**Task prompt**: From the first line to the last, restate the material word for word; pictures stay out.

-------- Dataset records --------

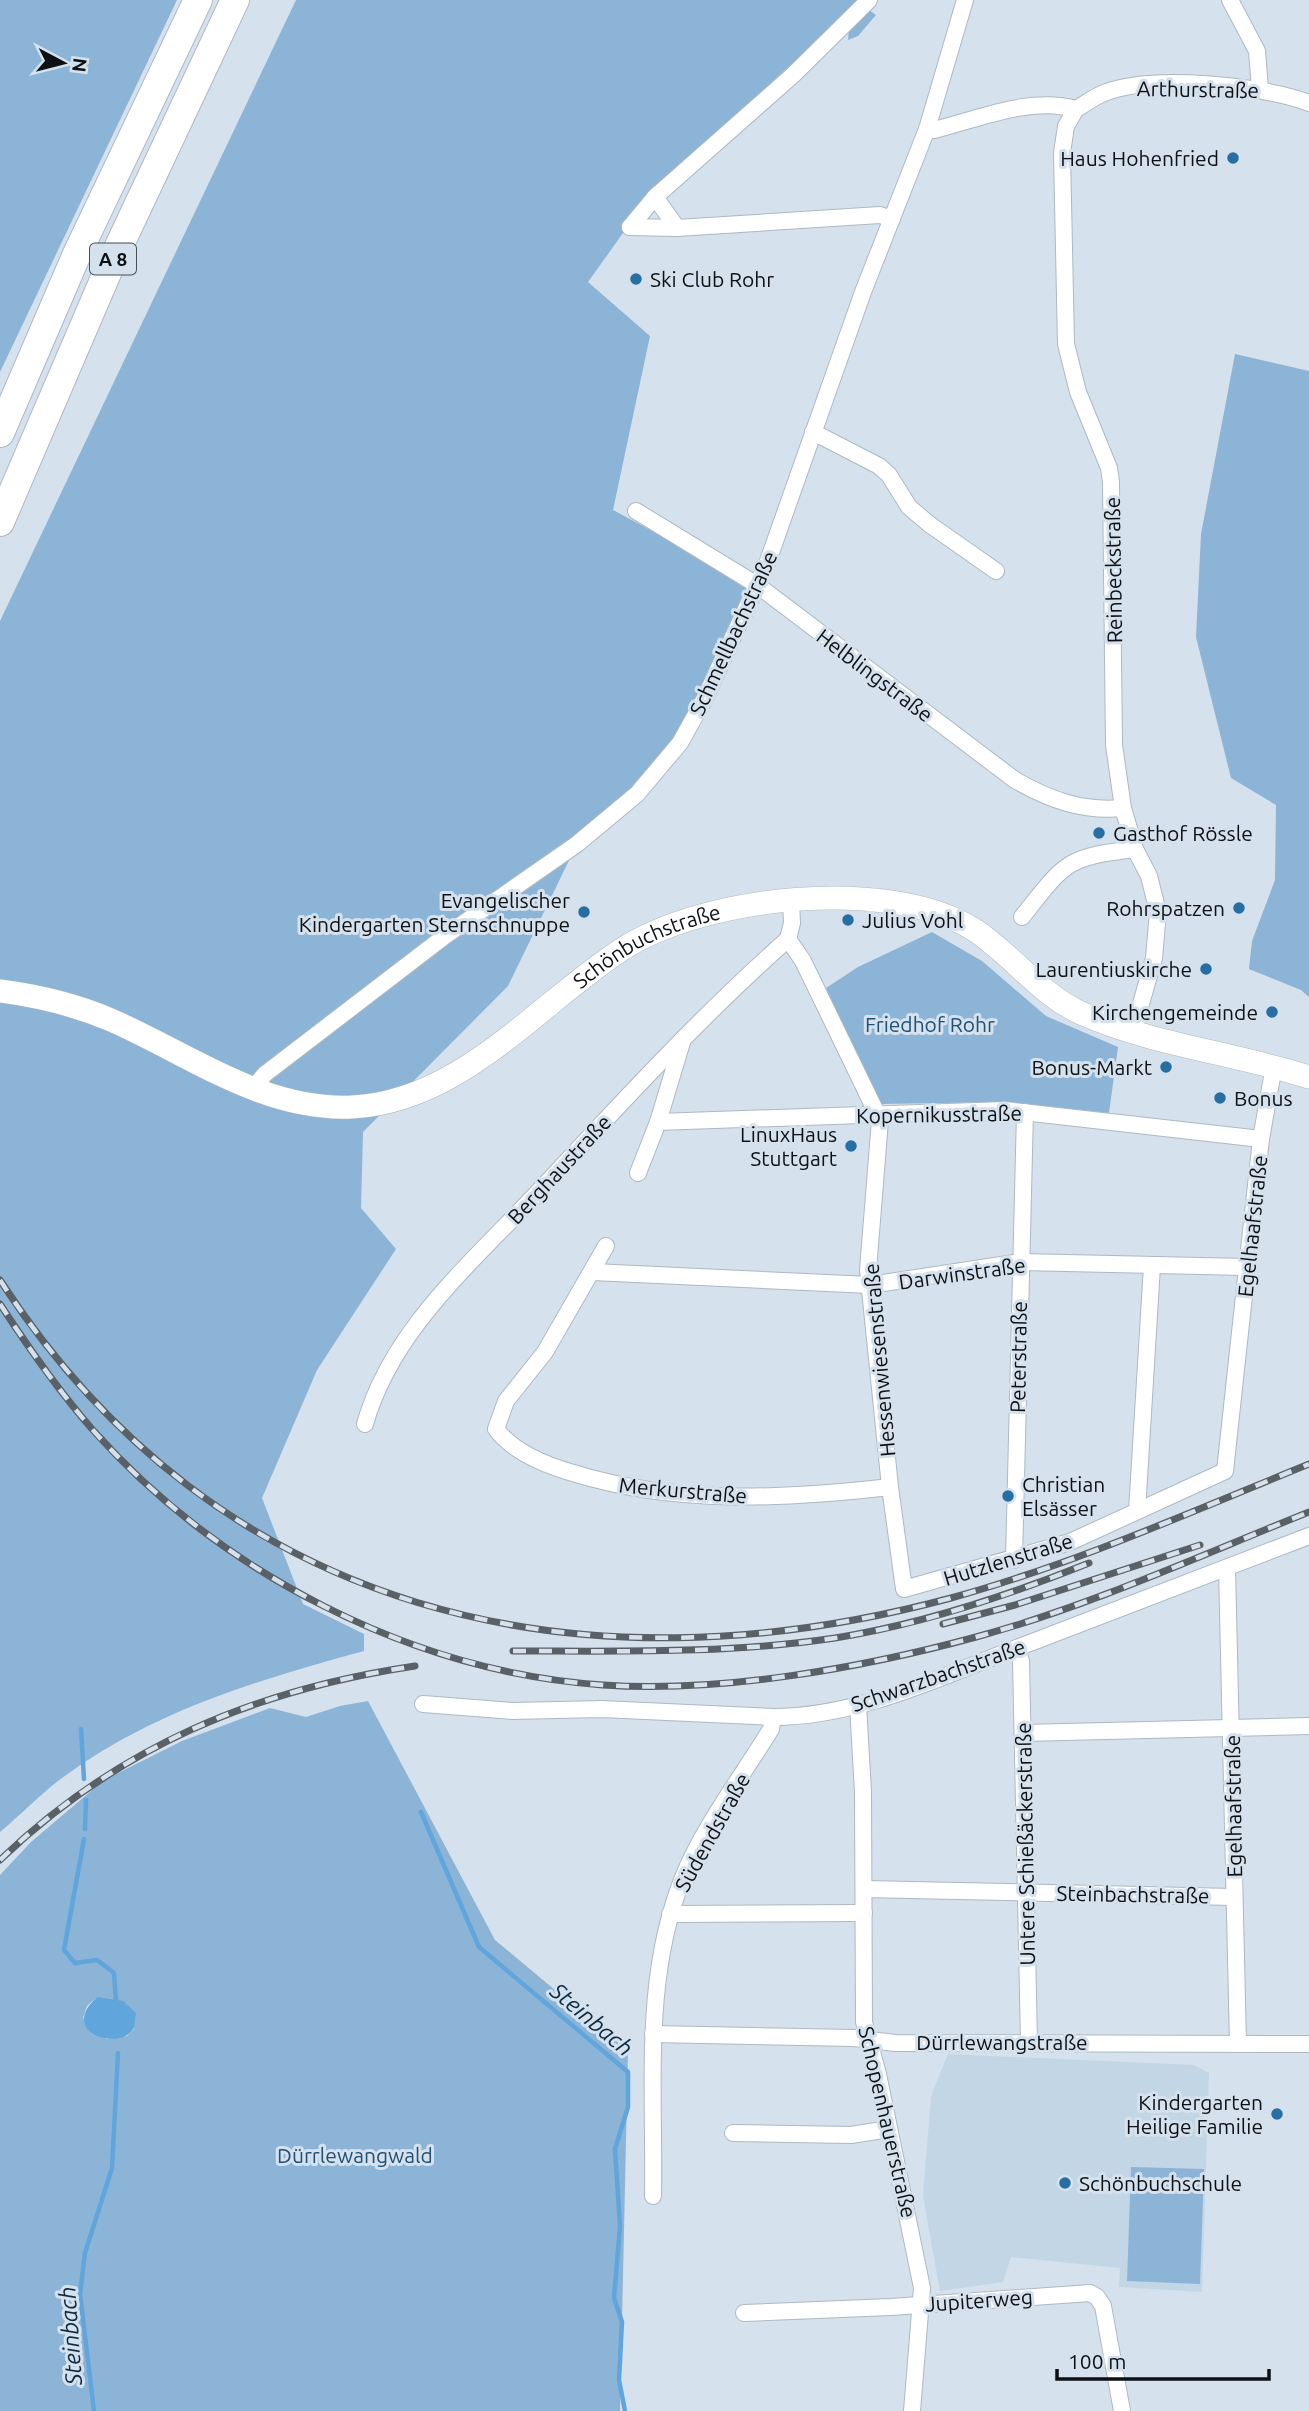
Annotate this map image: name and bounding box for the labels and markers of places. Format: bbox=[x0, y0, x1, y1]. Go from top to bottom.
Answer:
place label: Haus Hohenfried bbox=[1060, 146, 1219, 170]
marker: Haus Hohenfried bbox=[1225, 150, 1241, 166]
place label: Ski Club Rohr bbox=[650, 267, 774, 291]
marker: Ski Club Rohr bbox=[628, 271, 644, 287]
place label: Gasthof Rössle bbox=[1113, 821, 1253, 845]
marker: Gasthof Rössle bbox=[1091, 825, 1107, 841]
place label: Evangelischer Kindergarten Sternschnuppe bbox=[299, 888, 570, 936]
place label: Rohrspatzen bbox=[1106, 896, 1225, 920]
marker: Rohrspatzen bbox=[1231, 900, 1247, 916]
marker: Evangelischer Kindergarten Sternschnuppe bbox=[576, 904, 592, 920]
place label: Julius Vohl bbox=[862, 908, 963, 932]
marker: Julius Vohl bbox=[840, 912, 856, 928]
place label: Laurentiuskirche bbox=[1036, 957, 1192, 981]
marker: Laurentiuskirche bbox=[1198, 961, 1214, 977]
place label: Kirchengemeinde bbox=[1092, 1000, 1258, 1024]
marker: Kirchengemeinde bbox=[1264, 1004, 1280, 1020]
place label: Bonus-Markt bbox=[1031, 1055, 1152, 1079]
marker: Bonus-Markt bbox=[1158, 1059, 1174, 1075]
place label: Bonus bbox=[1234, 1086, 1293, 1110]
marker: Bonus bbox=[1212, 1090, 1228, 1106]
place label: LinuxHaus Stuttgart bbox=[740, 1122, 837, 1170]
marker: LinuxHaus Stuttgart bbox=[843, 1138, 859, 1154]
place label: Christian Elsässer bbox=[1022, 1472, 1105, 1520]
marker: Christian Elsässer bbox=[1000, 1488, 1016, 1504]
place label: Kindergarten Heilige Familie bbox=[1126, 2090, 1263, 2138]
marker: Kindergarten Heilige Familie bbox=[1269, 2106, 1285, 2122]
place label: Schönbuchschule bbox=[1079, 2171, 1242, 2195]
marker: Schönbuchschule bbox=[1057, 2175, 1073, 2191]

--------

**Task solution**:
Annotate this map image: name and bounding box for the labels and markers of places. Format: bbox=[x0, y0, x1, y1]. Go from top to bottom.
Answer:
place label: Haus Hohenfried bbox=[1060, 146, 1219, 170]
marker: Haus Hohenfried bbox=[1225, 150, 1241, 166]
place label: Ski Club Rohr bbox=[650, 267, 774, 291]
marker: Ski Club Rohr bbox=[628, 271, 644, 287]
place label: Gasthof Rössle bbox=[1113, 821, 1253, 845]
marker: Gasthof Rössle bbox=[1091, 825, 1107, 841]
place label: Evangelischer Kindergarten Sternschnuppe bbox=[299, 888, 570, 936]
place label: Rohrspatzen bbox=[1106, 896, 1225, 920]
marker: Rohrspatzen bbox=[1231, 900, 1247, 916]
marker: Evangelischer Kindergarten Sternschnuppe bbox=[576, 904, 592, 920]
place label: Julius Vohl bbox=[862, 908, 963, 932]
marker: Julius Vohl bbox=[840, 912, 856, 928]
place label: Laurentiuskirche bbox=[1036, 957, 1192, 981]
marker: Laurentiuskirche bbox=[1198, 961, 1214, 977]
place label: Kirchengemeinde bbox=[1092, 1000, 1258, 1024]
marker: Kirchengemeinde bbox=[1264, 1004, 1280, 1020]
place label: Bonus-Markt bbox=[1031, 1055, 1152, 1079]
marker: Bonus-Markt bbox=[1158, 1059, 1174, 1075]
place label: Bonus bbox=[1234, 1086, 1293, 1110]
marker: Bonus bbox=[1212, 1090, 1228, 1106]
place label: LinuxHaus Stuttgart bbox=[740, 1122, 837, 1170]
marker: LinuxHaus Stuttgart bbox=[843, 1138, 859, 1154]
place label: Christian Elsässer bbox=[1022, 1472, 1105, 1520]
marker: Christian Elsässer bbox=[1000, 1488, 1016, 1504]
place label: Kindergarten Heilige Familie bbox=[1126, 2090, 1263, 2138]
marker: Kindergarten Heilige Familie bbox=[1269, 2106, 1285, 2122]
place label: Schönbuchschule bbox=[1079, 2171, 1242, 2195]
marker: Schönbuchschule bbox=[1057, 2175, 1073, 2191]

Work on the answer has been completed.